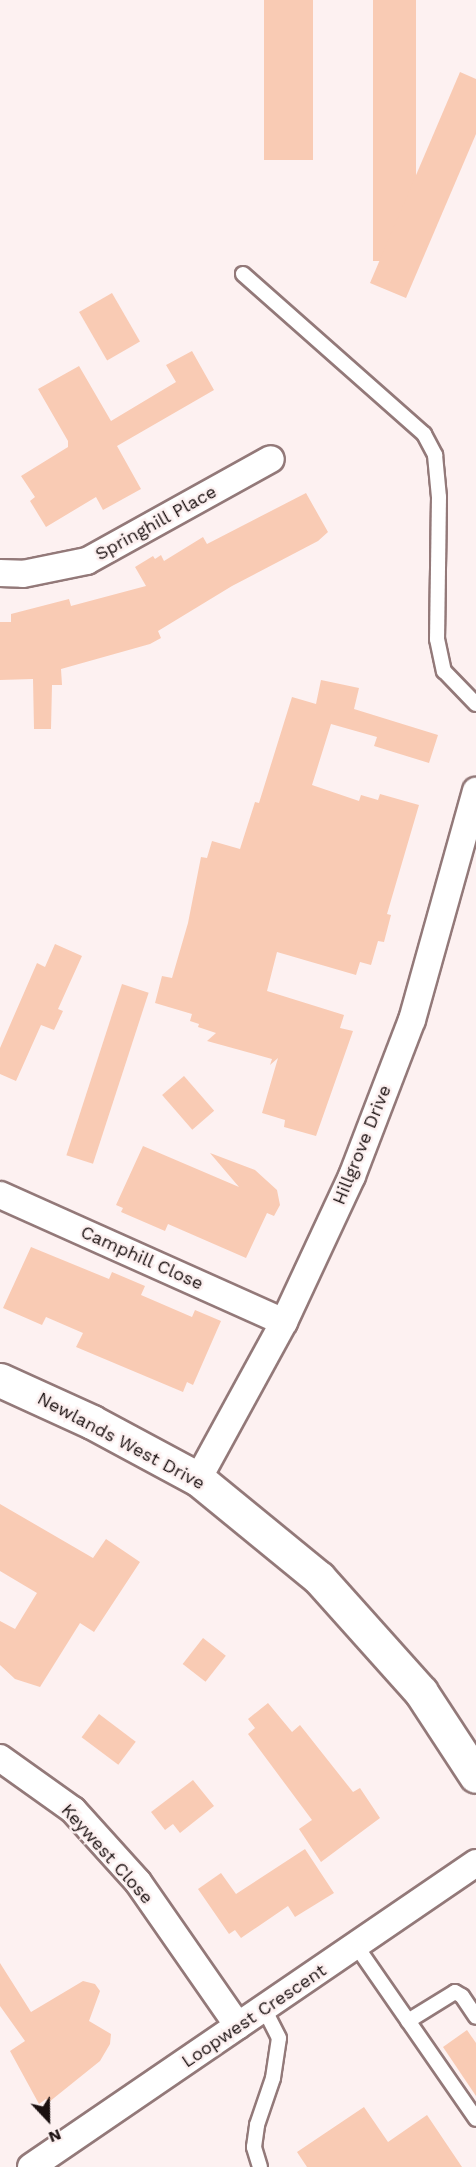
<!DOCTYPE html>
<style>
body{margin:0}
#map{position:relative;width:476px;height:2167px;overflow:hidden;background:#fdf1f1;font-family:"Work Sans",sans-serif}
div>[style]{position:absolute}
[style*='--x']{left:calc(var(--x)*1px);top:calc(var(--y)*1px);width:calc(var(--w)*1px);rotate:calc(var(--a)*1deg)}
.building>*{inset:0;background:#f9cbb4;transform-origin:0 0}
.roads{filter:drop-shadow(2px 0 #937979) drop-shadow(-2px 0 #937979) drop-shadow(0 2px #937979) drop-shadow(0 -2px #937979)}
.service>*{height:14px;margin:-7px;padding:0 7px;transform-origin:7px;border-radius:7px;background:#fff}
.minor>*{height:26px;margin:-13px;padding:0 13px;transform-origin:13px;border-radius:13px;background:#fff}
.tertiary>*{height:33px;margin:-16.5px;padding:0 16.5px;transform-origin:16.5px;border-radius:16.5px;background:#fff}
span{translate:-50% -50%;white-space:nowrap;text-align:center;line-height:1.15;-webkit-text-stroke:5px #fdf1f1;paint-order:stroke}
.street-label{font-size:18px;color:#1a1010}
.north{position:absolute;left:18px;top:2089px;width:60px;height:60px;-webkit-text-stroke:4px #fdf1f1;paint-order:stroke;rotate:158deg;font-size:16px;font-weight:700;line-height:24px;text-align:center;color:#1a1010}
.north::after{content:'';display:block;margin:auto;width:21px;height:27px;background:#1a1010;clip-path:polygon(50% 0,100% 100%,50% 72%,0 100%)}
</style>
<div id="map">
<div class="building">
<i style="left:264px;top:0;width:49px;height:160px"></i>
<i style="left:373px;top:0;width:43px;height:261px"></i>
<i style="clip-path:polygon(460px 72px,476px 79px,476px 134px,406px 298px,370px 283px)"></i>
<i style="left:112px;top:293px;width:56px;height:38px;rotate:60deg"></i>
<i style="clip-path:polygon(192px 351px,214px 390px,117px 446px,141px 489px,103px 510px,96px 497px,46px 527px,30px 501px,35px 497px,21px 476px,68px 447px,68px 441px,38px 389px,79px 366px,111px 421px,176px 382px,166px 365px)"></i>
<i style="clip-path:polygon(306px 493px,328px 532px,318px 541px,232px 586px,158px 631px,161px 638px,150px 644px,61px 669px,62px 685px,52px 685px,51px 729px,34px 729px,33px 679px,0 680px,0 622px,11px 622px,11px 614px,69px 599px,71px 606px,146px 586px,135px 567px,153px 556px,155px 559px,161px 555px,164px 561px,203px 537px,207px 544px)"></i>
<i style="clip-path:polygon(321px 680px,359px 688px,354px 709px,438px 735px,429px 763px,374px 746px,377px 737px,331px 724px,312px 785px,359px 801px,361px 795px,378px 800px,380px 794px,419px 805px,387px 914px,391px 915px,384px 942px,378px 941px,371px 965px,360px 962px,356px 975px,277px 952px,267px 991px,344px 1015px,340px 1028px,353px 1031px,316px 1136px,284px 1127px,285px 1120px,262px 1113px,278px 1058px,270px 1065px,272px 1059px,207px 1041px,216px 1033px,198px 1027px,199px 1024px,190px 1021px,192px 1014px,155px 1003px,162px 976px,172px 978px,188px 923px,201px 857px,207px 858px,212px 841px,240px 849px,255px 802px,259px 803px,292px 697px,316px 704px)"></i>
<i style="clip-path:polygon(55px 944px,82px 956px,58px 1009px,63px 1011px,54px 1030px,41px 1025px,16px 1081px,0 1074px,0 1048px,37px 963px,45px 967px)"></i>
<i style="left:122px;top:984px;width:28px;height:180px;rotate:18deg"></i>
<i style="left:184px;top:1076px;width:46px;height:29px;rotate:49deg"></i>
<i style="clip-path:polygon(143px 1146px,239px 1187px,210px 1153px,255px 1170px,277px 1190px,280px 1205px,274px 1216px,267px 1213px,246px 1258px,168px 1224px,165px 1231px,121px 1212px,123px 1208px,116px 1205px)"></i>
<i style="clip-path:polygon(31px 1247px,109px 1279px,112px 1272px,145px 1286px,141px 1295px,192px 1317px,195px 1310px,221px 1321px,193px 1385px,187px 1382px,183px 1392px,76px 1347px,83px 1333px,46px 1317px,42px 1325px,3px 1308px)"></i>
<i style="clip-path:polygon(0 1504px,93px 1558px,106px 1539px,140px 1562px,94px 1632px,80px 1623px,40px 1687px,15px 1679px,0 1665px,0 1621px,15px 1629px,37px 1593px,0 1571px)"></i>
<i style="left:203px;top:1638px;width:29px;height:33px;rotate:38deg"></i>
<i style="clip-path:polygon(268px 1703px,292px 1732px,300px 1725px,353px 1792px,360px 1788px,380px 1818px,321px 1862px,299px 1829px,312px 1820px,248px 1734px,255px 1728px,248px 1719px)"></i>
<i style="left:99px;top:1714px;width:46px;height:29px;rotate:37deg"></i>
<i style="clip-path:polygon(193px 1780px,214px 1806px,180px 1833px,173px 1824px,165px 1830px,151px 1812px)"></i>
<i style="clip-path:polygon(305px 1849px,334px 1893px,295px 1917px,288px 1906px,241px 1938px,235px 1930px,229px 1934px,198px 1889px,221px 1873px,236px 1894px)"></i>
<i style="clip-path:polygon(0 1963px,31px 2012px,83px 1981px,95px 1984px,100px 1991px,89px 2021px,111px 2034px,110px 2044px,100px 2061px,49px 2102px,46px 2099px,39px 2104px,10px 2051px,25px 2041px,0 2006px)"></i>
<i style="clip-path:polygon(467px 2030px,476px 2043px,476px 2096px,443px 2047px)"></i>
<i style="clip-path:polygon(364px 2107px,388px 2142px,427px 2115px,462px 2167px,307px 2167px,297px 2152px)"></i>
</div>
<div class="roads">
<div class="service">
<i style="--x:243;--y:274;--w:242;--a:41.5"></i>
<i style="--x:424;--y:434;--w:24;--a:62"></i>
<i style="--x:435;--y:455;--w:42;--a:84.6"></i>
<i style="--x:439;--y:497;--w:142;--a:90.8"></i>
<i style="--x:437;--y:639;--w:33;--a:78"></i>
<i style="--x:444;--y:671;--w:46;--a:45.9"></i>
<i style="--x:357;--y:1947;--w:209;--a:55.3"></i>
<i style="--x:408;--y:2021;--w:55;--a:-31.7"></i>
<i style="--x:455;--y:1992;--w:8;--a:30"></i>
<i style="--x:462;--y:1996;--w:25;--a:56"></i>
<i style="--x:260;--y:2167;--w:21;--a:-107"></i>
<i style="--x:254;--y:2147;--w:22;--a:-82"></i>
<i style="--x:257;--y:2125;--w:50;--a:-71.2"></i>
<i style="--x:273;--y:2078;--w:40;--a:-81.5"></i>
<i style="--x:279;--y:2038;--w:33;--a:-117"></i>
</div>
<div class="minor">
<i style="--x:0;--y:573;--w:23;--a:2"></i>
<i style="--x:23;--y:574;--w:65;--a:-11.5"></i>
<i style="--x:87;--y:561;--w:210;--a:-29"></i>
<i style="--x:0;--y:1195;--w:311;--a:24.1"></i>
<i style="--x:198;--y:1479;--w:179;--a:-61.3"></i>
<i style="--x:284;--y:1322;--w:161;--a:-65"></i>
<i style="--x:352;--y:1176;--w:167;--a:-69"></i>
<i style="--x:412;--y:1020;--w:238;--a:-74.4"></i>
<i style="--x:0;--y:1758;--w:90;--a:35.5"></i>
<i style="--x:73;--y:1810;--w:97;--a:47.9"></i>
<i style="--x:138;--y:1882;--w:175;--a:55.2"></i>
<i style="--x:31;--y:2167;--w:539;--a:-34.34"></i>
</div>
<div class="tertiary">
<i style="--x:0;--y:1380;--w:101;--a:24.5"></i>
<i style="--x:92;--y:1422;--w:120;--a:28.3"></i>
<i style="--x:198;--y:1479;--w:156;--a:39.3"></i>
<i style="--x:319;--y:1578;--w:153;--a:48.2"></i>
<i style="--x:421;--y:1692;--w:100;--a:56.8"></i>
</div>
</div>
<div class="street-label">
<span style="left:156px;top:523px;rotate:-29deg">Springhill Place</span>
<span style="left:362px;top:1145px;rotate:-68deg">Hillgrove Drive</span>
<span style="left:142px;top:1258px;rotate:24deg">Camphill Close</span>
<span style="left:121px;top:1441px;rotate:28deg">Newlands West Drive</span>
<span style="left:107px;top:1854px;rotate:48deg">Keywest Close</span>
<span style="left:254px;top:2016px;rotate:-34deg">Loopwest Crescent</span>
</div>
<div class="north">N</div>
</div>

------------------------

Your answer must be the exact lines from the start of the data through the line with "0 #937979) drop-shadow(-2px", inclusive, and nothing else; pictures do not belong in it.

= RESULT FOR THIS TASK =
<!DOCTYPE html>
<style>
body{margin:0}
#map{position:relative;width:476px;height:2167px;overflow:hidden;background:#fdf1f1;font-family:"Work Sans",sans-serif}
div>[style]{position:absolute}
[style*='--x']{left:calc(var(--x)*1px);top:calc(var(--y)*1px);width:calc(var(--w)*1px);rotate:calc(var(--a)*1deg)}
.building>*{inset:0;background:#f9cbb4;transform-origin:0 0}
.roads{filter:drop-shadow(2px 0 #937979) drop-shadow(-2px 0 #937979) drop-shadow(0 2px #937979) drop-shadow(0 -2px #937979)}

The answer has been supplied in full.